YOUR OBJECTIVE. Within the records, find every line that includes the word "which" and copy it.

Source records
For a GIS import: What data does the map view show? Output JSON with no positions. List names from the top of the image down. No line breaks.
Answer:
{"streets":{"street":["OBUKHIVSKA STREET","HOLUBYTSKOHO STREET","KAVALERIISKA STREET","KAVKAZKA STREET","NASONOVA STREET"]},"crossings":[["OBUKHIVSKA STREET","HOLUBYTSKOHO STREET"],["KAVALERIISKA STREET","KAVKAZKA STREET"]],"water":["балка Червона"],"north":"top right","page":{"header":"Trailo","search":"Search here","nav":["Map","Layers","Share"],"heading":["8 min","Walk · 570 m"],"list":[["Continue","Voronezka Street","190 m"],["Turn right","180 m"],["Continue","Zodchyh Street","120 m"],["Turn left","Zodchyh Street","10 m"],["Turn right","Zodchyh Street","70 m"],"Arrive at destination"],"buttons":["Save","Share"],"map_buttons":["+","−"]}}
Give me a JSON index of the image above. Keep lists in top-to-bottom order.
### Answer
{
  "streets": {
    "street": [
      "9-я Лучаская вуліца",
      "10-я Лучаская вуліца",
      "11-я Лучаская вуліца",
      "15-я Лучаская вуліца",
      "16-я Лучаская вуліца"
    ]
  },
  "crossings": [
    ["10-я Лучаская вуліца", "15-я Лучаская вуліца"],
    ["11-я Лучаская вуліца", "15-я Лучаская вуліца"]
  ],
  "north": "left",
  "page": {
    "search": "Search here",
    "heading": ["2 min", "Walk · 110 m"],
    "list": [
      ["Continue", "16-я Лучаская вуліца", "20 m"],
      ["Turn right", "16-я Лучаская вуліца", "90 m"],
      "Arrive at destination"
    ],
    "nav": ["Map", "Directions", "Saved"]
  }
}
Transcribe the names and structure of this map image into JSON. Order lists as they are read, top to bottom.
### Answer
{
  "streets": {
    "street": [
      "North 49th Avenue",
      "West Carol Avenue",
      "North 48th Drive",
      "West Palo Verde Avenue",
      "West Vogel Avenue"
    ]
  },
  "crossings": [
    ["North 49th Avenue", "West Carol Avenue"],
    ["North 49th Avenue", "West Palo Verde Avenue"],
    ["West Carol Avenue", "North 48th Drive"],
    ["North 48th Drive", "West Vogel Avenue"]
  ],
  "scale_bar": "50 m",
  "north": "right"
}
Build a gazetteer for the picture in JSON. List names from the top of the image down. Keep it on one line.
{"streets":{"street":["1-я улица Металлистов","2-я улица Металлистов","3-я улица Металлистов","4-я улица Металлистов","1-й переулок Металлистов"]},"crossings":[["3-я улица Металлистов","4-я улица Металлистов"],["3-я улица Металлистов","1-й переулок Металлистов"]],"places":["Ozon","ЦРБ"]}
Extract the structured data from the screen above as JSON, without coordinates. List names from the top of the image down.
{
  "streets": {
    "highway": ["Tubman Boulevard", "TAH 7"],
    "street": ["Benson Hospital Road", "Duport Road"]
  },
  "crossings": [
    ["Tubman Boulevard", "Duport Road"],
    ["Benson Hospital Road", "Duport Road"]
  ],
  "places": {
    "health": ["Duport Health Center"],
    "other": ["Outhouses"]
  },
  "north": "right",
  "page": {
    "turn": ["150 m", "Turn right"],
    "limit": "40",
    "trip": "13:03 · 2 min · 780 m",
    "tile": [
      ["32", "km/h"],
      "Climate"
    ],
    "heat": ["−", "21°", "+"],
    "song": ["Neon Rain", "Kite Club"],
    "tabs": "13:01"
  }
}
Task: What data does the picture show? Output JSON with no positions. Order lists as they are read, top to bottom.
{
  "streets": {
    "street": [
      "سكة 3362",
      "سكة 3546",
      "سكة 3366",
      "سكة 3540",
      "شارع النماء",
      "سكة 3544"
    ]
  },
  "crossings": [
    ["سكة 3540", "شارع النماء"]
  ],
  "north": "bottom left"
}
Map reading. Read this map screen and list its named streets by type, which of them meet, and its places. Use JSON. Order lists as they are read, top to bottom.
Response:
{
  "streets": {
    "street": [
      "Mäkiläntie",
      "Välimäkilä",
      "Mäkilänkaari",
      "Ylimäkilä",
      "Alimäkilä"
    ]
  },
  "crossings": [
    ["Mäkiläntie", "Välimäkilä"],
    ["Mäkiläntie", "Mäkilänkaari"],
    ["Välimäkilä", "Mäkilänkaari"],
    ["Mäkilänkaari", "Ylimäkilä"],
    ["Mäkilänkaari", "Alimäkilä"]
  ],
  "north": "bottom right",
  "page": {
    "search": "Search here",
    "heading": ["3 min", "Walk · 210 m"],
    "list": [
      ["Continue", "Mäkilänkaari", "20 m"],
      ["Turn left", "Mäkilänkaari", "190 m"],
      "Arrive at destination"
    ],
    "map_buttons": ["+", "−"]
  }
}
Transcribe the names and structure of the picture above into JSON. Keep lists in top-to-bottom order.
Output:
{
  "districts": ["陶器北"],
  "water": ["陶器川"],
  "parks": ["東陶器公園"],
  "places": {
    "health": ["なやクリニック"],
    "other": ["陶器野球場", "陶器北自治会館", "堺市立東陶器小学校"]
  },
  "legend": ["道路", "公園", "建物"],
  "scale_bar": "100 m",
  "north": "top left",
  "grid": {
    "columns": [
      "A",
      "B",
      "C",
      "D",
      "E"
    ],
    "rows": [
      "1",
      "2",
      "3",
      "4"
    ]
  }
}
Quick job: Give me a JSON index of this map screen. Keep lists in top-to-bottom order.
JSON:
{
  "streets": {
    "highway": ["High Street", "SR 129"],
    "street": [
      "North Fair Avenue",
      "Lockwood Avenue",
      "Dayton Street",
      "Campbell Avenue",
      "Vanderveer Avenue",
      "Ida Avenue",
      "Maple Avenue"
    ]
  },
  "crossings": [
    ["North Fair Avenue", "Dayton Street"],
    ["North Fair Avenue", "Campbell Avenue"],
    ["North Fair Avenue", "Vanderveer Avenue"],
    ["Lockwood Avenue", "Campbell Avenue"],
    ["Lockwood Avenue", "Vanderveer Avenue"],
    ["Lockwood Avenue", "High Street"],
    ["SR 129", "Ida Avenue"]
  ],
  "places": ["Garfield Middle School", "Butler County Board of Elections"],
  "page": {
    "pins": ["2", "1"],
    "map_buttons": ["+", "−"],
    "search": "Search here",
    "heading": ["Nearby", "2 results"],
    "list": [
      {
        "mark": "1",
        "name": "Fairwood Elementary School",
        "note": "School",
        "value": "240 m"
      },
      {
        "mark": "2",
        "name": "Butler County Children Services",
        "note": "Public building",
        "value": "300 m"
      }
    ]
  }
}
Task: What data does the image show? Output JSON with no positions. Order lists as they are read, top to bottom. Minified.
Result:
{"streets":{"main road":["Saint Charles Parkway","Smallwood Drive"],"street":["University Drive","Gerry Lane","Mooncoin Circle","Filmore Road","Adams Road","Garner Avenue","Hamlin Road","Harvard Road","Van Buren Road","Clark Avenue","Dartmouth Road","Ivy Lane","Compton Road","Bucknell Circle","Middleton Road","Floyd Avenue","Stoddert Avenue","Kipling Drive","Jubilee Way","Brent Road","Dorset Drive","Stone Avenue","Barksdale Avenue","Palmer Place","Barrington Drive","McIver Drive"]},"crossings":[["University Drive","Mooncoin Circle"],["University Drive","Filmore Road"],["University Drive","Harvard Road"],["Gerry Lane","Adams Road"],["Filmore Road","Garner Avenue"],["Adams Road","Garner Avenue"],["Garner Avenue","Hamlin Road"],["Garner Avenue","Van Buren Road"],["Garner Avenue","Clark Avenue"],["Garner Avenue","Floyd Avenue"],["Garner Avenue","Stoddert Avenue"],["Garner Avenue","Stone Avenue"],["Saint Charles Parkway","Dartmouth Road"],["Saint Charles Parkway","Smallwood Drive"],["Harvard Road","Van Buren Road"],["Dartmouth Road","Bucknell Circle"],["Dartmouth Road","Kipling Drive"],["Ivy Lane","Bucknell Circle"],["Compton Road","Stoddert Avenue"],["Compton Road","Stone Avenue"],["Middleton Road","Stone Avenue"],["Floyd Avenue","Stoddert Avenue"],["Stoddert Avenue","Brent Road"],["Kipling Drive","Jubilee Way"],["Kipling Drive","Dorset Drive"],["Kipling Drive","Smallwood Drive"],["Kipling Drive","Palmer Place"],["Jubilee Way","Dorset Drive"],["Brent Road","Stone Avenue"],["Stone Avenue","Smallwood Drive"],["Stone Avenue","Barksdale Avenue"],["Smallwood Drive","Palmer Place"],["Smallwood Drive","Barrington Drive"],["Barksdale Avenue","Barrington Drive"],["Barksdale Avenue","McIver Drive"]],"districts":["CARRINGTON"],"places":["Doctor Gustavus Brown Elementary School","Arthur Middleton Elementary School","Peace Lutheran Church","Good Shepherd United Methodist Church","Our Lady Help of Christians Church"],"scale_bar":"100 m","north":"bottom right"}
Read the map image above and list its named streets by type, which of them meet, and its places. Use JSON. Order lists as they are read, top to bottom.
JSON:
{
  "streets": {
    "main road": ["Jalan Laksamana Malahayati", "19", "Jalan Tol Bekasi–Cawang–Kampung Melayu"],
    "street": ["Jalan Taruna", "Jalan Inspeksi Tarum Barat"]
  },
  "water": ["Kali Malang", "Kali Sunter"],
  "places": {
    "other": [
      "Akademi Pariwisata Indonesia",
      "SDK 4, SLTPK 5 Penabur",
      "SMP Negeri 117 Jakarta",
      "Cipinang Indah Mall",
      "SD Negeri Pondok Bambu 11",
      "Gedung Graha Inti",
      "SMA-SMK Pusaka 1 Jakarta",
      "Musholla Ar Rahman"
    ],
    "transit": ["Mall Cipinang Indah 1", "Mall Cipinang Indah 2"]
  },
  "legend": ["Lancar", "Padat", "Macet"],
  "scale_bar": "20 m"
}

EXERCISE RESULT.
Map reading. Read this map screen and list its named streets by type, which of them meet, and its places. Use JSON. Order lists as they are read, top to bottom.
Read the map image above and list its named streets by type, which of them meet, and its places. Use JSON. Order lists as they are read, top to bottom.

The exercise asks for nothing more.